Und Instanzen sterben. Staendig. Der Admin hat keine Zeit mehr, kein Geld mehr, keine Lust mehr... manchmal alles drei gleichzeitig. Und dann? Dann zieht ihr um, verliert eure Posts, im schlimmsten Fall eure Follower und fangt wieder bei null an. Versteht mich nicht falsch: Das ist immer noch tausendmal besser als ein gesperrter Account bei X, ohne Begruendung, ohne Widerspruchsmoeglichkeit und ohne dass sich irgendjemand dafuer interessiert. Aber es ist eben nicht das Ende der Reise. Das Ende der Reise ist... die Infrastruktur gehoert euch. Physisch. Sie steht in eurem Regal.
Wer auf fremden Plattformen publiziert, publiziert auf Bewaehrung... Reichweite ist dort keine Waehrung, sondern ein Kredit, der jederzeit gekuendigt werden kann. Und die Kuendigungswelle laeuft.
"Dann hoste doch selbst!" – Ja, klar...
Jetzt kommt an dieser Stelle immer, wirklich immer, derselbe Reflex aus der Nerd-Ecke: "Dann hoste doch einfach deine eigene Instanz, ist doch alles Open Source!"
Erinnert ihr euch an meinen imaginaeren Ralf aus Recklinghausen? Ralf hat den Digital Independence Day von Anfang an mitgemacht... E-Mail gewechselt im Januar, Daten aus der US-Cloud geholt im Februar und Ralf ist stolz auf sich. Darf er auch sein! Aber als ich Ralf gesagt habe "Hoste doch deine eigene Mastodon-Instanz", hat er mich angeguckt, als waeren mir ein paar Hummer aus den Ohren gekrabbelt!
Docker. Reverse Proxy. DNS-Eintraege. Postgres-Tuning. SSL-Zertifikate... merkt ihr was? Ralf ist Heizungsbauer, aber er ist kein DevOps-Engineer und er will auch keiner werden. Und wisst ihr was? Das muss er auch nicht! Ralf sagt naemlich zurecht: "Ich will nicht Serveradministrator werden, ich will nur nicht mehr von Zuckerberg abhaengig sein." Genau da klafft die Luecke, ueber die wir im Fediverse viel zu selten reden, weil sie fuer die Bastler unter uns schlicht nicht existiert: Zwischen "Account auf fremder Instanz" und "eigener Server mit Vollzeit-Bastelaufwand" gibt es fuer normale Menschen... nichts.
Bis jetzt.
Die MeMachine: Anschliessen. Anklicken. Ankommen.
Genau diese Luecke will ich schliessen und deshalb arbeite ich an der MeMachine... einem kleinen, Wuerfel, der euer persoenliches Fediverse-Kraftwerk wird. Das Konzept ist bewusst so simpel, wie es klingt, denn Einfachheit ist hier kein Nice-to-have, sondern der ganze Punkt.

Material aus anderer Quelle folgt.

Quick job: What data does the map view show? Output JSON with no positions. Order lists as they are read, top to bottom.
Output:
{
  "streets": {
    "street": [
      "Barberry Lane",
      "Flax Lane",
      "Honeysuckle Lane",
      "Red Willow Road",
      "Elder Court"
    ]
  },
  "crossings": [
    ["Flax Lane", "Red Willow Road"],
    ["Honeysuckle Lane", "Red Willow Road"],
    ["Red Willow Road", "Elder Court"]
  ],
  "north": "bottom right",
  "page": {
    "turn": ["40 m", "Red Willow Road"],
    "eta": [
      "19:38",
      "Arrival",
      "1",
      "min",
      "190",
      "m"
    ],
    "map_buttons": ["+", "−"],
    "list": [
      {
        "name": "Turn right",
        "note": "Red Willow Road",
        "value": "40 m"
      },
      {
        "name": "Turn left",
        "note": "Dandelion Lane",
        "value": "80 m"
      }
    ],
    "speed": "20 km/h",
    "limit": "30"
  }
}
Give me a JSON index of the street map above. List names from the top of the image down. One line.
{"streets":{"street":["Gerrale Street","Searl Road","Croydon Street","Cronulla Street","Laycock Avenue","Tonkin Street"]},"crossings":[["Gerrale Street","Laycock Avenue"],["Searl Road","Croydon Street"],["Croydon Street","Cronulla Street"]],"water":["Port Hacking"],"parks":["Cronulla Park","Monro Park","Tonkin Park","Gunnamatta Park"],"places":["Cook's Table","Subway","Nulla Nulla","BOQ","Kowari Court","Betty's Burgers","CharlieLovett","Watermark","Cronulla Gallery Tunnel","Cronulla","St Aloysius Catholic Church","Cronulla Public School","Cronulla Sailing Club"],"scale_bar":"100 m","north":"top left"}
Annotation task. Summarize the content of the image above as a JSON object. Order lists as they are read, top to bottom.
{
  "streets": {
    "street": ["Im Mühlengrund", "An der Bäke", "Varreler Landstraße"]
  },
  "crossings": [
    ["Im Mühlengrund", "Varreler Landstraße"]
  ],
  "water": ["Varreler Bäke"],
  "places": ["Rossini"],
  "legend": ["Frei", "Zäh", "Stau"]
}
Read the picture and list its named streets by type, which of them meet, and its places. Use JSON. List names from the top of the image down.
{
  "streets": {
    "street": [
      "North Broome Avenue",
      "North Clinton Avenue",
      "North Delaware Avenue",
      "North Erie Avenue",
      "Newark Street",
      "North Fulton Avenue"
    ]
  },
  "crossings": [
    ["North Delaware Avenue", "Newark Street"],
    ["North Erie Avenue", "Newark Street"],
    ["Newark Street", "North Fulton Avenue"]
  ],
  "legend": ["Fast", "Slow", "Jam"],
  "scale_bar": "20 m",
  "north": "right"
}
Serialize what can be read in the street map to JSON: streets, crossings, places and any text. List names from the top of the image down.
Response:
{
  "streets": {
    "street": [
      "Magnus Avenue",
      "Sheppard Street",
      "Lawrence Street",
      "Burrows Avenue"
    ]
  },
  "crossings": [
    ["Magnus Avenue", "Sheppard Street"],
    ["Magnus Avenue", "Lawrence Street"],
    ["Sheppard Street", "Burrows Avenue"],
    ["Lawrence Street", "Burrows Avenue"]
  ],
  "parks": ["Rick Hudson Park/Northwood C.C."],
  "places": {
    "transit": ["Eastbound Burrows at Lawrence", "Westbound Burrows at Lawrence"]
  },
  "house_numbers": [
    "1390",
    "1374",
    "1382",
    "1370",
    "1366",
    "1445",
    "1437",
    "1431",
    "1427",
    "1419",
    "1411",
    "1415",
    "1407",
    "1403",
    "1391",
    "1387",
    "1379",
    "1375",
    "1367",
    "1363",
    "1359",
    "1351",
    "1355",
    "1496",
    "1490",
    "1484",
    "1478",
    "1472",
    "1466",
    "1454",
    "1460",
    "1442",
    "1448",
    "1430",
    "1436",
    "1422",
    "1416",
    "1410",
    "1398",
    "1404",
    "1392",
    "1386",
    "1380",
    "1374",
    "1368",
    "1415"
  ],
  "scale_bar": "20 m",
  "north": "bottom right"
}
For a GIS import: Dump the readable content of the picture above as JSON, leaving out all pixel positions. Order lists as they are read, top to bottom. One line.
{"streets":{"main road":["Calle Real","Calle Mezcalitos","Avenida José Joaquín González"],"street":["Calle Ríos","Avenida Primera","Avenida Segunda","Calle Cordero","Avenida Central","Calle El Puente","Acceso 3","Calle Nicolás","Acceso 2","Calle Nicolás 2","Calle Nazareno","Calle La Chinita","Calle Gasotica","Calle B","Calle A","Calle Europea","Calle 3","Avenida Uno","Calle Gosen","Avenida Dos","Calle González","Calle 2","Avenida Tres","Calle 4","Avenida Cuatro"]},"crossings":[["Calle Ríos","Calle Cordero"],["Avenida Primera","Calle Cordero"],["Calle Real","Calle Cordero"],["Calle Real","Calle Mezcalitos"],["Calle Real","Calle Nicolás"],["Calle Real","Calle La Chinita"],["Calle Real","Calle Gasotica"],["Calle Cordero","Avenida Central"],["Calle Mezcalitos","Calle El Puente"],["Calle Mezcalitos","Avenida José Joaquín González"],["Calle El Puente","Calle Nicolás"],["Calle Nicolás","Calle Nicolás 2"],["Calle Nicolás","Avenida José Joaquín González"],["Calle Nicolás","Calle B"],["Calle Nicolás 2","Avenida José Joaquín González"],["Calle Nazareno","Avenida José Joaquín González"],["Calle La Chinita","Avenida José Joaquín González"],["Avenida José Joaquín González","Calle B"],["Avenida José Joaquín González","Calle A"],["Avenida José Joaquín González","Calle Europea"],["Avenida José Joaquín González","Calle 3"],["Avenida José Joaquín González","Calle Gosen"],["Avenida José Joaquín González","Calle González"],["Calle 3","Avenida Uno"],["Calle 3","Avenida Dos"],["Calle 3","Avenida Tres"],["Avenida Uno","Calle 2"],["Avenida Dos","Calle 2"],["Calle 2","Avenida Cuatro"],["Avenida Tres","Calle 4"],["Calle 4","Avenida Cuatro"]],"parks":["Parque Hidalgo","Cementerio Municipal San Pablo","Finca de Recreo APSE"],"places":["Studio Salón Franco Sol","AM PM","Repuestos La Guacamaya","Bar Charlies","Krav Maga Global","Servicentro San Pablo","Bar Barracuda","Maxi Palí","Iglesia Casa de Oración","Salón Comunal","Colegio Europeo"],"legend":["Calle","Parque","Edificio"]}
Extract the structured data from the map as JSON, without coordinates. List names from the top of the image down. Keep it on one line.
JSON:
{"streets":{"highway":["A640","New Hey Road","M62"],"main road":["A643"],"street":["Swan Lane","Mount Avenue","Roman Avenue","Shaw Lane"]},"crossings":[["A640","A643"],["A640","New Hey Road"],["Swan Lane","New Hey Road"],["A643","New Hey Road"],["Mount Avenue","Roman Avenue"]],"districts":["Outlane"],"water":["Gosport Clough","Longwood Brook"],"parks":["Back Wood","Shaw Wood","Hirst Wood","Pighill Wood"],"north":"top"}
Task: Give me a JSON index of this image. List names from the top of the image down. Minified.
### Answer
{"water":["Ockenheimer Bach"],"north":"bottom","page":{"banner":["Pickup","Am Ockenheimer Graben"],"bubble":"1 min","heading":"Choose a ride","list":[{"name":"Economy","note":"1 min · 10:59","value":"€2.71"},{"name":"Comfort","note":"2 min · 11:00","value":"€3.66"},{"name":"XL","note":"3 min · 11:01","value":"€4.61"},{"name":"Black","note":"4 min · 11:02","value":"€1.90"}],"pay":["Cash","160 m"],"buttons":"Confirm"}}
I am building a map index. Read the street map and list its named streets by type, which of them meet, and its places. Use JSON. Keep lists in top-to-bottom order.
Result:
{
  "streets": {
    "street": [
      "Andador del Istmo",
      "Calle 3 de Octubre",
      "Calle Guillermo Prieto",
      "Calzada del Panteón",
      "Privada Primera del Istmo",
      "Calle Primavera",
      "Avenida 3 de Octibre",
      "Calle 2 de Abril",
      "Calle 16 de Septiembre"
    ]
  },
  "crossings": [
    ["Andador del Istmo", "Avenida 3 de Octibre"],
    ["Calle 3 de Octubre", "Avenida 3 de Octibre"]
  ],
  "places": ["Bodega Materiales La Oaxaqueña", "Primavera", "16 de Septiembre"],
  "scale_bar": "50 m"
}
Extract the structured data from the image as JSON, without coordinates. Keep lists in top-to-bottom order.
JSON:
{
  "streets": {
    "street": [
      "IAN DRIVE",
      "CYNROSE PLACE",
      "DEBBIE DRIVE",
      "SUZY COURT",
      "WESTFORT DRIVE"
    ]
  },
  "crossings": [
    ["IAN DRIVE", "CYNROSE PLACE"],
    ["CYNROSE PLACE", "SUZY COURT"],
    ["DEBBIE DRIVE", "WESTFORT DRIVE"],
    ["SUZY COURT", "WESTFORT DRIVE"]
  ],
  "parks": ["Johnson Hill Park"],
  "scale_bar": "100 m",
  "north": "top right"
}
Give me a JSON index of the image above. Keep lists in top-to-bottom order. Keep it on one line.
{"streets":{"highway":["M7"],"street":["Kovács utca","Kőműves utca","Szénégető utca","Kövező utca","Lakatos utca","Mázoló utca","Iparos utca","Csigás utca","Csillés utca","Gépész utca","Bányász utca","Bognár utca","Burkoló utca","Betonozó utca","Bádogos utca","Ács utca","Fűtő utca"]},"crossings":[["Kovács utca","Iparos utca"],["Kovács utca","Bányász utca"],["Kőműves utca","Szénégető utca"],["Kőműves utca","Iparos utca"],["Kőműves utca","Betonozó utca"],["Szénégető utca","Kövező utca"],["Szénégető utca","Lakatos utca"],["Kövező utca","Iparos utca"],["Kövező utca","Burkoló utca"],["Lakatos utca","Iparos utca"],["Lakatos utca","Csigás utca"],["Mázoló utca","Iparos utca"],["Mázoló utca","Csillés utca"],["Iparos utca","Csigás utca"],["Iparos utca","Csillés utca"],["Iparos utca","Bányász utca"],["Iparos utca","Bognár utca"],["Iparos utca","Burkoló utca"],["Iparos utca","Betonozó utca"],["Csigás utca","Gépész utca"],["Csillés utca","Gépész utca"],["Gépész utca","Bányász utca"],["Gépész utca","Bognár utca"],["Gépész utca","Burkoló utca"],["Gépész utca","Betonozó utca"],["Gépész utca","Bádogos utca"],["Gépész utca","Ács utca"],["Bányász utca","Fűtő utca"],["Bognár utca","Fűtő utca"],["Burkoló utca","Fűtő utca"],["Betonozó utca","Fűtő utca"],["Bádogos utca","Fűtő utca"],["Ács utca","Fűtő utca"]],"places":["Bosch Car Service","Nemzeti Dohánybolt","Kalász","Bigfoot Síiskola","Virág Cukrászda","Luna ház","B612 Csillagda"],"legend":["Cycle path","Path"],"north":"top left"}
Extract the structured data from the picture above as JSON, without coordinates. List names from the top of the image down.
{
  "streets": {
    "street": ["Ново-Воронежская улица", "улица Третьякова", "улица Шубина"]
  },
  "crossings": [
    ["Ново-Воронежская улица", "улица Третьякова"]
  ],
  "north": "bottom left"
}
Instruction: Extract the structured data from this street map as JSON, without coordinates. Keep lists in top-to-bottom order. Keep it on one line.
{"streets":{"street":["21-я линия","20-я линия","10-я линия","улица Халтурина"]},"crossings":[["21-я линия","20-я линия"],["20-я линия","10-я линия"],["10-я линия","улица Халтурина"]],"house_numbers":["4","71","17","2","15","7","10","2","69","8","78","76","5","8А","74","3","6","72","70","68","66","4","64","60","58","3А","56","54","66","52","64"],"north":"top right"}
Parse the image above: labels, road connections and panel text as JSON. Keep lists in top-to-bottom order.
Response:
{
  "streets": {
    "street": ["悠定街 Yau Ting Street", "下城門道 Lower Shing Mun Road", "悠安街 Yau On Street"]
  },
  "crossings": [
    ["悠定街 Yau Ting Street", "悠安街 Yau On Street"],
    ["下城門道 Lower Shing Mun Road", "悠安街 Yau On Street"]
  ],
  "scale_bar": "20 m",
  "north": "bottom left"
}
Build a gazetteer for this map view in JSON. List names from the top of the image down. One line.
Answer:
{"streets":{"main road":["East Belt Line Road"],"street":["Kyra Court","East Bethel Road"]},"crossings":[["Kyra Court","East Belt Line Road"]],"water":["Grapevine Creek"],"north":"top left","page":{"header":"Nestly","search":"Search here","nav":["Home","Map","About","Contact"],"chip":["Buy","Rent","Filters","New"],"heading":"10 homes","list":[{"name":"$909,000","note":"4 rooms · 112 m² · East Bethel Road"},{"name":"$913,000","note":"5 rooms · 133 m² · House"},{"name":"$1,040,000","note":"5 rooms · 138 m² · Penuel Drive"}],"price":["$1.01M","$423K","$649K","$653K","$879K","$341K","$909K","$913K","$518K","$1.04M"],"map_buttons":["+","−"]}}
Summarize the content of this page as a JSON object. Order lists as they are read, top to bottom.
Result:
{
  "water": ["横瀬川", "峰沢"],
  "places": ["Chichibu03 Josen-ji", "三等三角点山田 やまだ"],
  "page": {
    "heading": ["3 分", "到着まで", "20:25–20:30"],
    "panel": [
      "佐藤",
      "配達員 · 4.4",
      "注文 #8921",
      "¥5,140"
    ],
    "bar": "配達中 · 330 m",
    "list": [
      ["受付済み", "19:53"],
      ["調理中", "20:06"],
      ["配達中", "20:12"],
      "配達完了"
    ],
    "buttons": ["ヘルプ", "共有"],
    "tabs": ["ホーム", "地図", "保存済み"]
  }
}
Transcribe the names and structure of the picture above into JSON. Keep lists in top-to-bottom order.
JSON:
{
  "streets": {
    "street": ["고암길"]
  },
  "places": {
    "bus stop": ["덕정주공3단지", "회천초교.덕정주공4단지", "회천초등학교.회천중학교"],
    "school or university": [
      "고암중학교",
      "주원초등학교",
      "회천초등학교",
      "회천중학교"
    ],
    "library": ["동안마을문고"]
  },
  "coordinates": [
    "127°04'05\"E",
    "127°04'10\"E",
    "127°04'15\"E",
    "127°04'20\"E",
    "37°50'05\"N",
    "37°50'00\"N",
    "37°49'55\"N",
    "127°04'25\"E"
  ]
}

Ihr schliesst die Box an. Strom rein, Netzwerkkabel rein, fertig. Im Browser oeffnet sich eine Oberflaeche, die aussieht wie ein aufgeraeumtes Kachel-Dashboard und eben nicht wie ein Serveradmin-Albtraum aus den 90ern. Dort seht ihr die wichtigsten Fediverse-Anwendungen als grosse, freundliche Kacheln... Mastodon fuer Microblogging, Pixelfed fuer eure Fotos, Loops fuer Kurzvideos und perspektivisch dazu PeerTube fuer Video und WriteFreely fuers Bloggen.

Ihr klickt auf die Kachel, ihr tippt euren Wunsch-Handle ein, ihr drueckt auf Start... und ein paar Minuten spaeter existiert @ralf auf seiner eigenen Instanz. Keine Kommandozeile, kein YAML, kein "hast du schon mal in die Logs geguckt". Fuenf Minuten. So lange braucht Ralf fuer einen Kaffee.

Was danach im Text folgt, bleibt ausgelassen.